Though intended to promote goodwill, the trip spiraled into a surreal spectacle and one that echoed the fictional narrative of The Interview, a satirical film released in 2014 that depicted an American journalist (James Franco) forming a friendship with the North Korean dictator.
“He goes over there and hangs with Kim Jong. It’s the best documentary… as soon as humanly possible to Dennis Rodman’s Big Bang in Pyongyang,” Big Jay said, describing the sequence of events as “nonsense.”
“Dennis Rodman stops playing,” Oakerson continued. “He just changes out of his uniform and puts on street clothes, and goes and hangs out with Kim Jong-un right away.
“He also has the audience try to sing along Happy Birthday to Kim Jong-un at the start of the game.
“But the audience doesn’t know what he’s singing, so they just start clapping too fast while he’s singing.”
Interestingly, The Interview, written by Seth Rogen and Evan Goldberg, was conceived before the athlete’s trips to North Korea ever took place; with Franco recalling the script was completed so early that it originally referenced Kim Jong-il, Kim Jong-un’s father.
Rodman, who played for the Chicago Bulls and Los Angeles Lakers, has visited North Korea five times, with his last trip occurring in 2017 under the sponsorship of cryptocurrency firm PotCoin.
His relationship with Kim became so personal that he was reportedly the first foreigner to meet the dictator’s daughter, who made her first public appearance in 2022 at a missile test.
Despite the seriousness of the geopolitical climate at the time, including heightened U.S.-North Korea tensions, heinsisted that his goal was to foster peace – although that contrasted sharply with Donald Trump’s public exchanges with Kim Jong-un were marked by a mix of taunts and overtures.

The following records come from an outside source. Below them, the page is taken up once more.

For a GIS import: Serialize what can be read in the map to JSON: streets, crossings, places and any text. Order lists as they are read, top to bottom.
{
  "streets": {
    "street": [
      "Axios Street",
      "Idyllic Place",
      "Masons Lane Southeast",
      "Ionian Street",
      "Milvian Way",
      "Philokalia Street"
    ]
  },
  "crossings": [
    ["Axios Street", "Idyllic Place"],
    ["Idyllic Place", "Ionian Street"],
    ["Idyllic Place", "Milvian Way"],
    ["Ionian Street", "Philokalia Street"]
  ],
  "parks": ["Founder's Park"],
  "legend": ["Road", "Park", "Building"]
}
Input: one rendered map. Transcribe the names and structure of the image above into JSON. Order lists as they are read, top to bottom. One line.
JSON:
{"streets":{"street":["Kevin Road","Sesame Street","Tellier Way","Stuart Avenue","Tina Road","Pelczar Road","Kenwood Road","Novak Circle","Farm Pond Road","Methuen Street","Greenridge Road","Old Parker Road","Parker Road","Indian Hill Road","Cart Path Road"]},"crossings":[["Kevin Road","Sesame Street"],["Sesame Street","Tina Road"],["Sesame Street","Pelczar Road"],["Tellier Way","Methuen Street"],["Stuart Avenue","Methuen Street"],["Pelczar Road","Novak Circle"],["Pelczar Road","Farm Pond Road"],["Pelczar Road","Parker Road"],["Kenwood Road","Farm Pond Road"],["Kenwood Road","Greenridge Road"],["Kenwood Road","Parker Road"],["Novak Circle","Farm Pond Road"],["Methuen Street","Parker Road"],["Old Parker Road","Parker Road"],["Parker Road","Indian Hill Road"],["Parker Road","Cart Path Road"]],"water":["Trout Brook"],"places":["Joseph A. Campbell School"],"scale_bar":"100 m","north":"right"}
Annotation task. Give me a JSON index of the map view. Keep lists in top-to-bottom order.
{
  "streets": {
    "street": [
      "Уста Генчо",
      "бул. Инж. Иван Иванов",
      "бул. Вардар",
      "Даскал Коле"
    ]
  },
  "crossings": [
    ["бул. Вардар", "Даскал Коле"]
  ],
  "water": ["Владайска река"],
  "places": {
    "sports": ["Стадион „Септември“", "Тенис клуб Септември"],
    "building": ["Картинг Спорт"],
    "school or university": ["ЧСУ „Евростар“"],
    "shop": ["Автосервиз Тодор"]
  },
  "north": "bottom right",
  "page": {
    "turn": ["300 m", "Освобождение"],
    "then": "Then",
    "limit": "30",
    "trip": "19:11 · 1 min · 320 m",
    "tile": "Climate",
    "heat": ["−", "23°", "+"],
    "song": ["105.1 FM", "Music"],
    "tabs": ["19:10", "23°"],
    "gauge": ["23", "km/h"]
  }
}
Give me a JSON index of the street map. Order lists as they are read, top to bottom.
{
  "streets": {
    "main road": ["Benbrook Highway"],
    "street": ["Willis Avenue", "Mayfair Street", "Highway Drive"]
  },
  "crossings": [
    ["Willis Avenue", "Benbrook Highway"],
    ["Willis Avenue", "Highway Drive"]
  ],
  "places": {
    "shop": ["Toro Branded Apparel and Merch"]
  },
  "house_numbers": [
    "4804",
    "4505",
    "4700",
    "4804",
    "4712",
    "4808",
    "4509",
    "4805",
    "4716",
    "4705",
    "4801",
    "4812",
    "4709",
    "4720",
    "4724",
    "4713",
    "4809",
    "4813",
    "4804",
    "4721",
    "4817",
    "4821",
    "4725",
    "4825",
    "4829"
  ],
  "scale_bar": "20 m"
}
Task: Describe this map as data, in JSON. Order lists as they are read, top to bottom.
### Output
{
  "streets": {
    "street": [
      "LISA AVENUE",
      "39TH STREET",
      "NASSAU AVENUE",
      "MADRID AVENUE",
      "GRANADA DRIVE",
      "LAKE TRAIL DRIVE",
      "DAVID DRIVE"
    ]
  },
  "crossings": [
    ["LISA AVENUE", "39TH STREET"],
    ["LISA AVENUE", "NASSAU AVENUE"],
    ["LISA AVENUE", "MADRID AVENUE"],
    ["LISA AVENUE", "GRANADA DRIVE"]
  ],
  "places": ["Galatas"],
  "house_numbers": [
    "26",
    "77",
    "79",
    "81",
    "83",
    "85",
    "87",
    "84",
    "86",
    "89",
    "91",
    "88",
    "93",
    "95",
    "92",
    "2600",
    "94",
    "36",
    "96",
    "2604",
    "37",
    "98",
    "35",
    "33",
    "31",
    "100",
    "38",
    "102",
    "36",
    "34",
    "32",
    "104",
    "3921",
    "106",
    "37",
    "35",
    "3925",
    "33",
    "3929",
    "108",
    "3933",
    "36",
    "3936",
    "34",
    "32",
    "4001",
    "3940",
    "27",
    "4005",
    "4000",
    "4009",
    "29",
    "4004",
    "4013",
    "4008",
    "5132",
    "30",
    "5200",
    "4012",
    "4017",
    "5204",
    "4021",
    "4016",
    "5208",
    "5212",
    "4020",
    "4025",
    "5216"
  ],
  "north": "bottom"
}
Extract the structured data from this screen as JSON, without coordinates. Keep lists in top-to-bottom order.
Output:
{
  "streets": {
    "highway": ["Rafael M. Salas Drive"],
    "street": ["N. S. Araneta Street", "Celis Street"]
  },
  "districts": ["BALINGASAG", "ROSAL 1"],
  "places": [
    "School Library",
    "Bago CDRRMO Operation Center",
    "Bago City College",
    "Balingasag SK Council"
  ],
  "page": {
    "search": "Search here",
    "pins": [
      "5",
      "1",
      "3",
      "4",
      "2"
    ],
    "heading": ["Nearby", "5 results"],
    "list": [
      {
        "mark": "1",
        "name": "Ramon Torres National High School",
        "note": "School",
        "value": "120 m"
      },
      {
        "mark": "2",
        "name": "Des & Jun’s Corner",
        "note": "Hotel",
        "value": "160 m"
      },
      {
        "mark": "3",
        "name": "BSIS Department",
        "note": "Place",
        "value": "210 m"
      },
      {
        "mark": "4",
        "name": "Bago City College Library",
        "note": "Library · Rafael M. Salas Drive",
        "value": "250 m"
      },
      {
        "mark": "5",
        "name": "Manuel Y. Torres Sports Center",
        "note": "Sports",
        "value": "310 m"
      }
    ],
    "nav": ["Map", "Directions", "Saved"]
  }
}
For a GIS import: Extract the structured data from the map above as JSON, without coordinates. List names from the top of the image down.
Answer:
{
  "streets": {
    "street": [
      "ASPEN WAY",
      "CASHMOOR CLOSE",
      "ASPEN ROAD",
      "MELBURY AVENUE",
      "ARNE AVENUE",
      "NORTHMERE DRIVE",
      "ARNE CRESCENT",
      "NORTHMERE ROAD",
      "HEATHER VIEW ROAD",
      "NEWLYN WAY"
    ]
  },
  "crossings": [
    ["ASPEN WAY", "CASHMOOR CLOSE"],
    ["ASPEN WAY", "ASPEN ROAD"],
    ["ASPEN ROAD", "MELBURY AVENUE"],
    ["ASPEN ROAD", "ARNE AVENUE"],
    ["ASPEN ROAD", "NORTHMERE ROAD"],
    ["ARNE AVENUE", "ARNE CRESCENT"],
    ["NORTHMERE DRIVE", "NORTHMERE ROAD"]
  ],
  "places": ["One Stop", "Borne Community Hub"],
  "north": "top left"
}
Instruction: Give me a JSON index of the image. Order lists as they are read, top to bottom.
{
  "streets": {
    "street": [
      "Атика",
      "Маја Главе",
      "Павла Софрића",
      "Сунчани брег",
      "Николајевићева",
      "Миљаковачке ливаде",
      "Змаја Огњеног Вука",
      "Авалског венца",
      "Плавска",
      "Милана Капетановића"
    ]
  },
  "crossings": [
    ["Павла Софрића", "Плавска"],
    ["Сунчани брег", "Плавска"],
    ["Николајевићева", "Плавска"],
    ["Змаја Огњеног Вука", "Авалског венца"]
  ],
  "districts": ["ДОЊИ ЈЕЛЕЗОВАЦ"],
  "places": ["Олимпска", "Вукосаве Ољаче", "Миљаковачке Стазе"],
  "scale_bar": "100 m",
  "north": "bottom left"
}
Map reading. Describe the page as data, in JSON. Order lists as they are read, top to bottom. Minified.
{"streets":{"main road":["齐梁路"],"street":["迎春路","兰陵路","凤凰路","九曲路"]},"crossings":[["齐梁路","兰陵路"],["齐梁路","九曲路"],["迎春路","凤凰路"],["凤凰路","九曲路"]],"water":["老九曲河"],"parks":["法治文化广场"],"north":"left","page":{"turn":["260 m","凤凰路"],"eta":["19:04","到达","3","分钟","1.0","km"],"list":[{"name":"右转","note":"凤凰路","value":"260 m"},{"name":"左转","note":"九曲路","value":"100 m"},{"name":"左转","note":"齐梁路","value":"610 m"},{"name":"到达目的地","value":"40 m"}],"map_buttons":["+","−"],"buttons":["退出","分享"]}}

United States-Iran feud: Latest update as Trump claims ceasefire agreed
Since then, Rodman has remained out of North Korea, and Trump’s foreign policy focus has shifted elsewhere, particularly to the conflict between Iran and Israel after the Zionist nation bombed the Islamic Middle Eastern state.
Iran responded by attacking a United States airbase in Qatar on June 24, to which the POTUS dismissed as weak and there are currently no reports of American casualties.
Trump has since further claimed online that Israel and Iran have agreed a “complete and total” ceasefire, however this is currently unconfirmed by officials in either Tel Aviv or Tehran.
“At this very moment,” an Iranian official told CNN. “The enemy is committing aggression against Iran.
“And Iran is on the verge of intensifying its retaliatory strikes, with no ear to listen to the lies of its enemies.”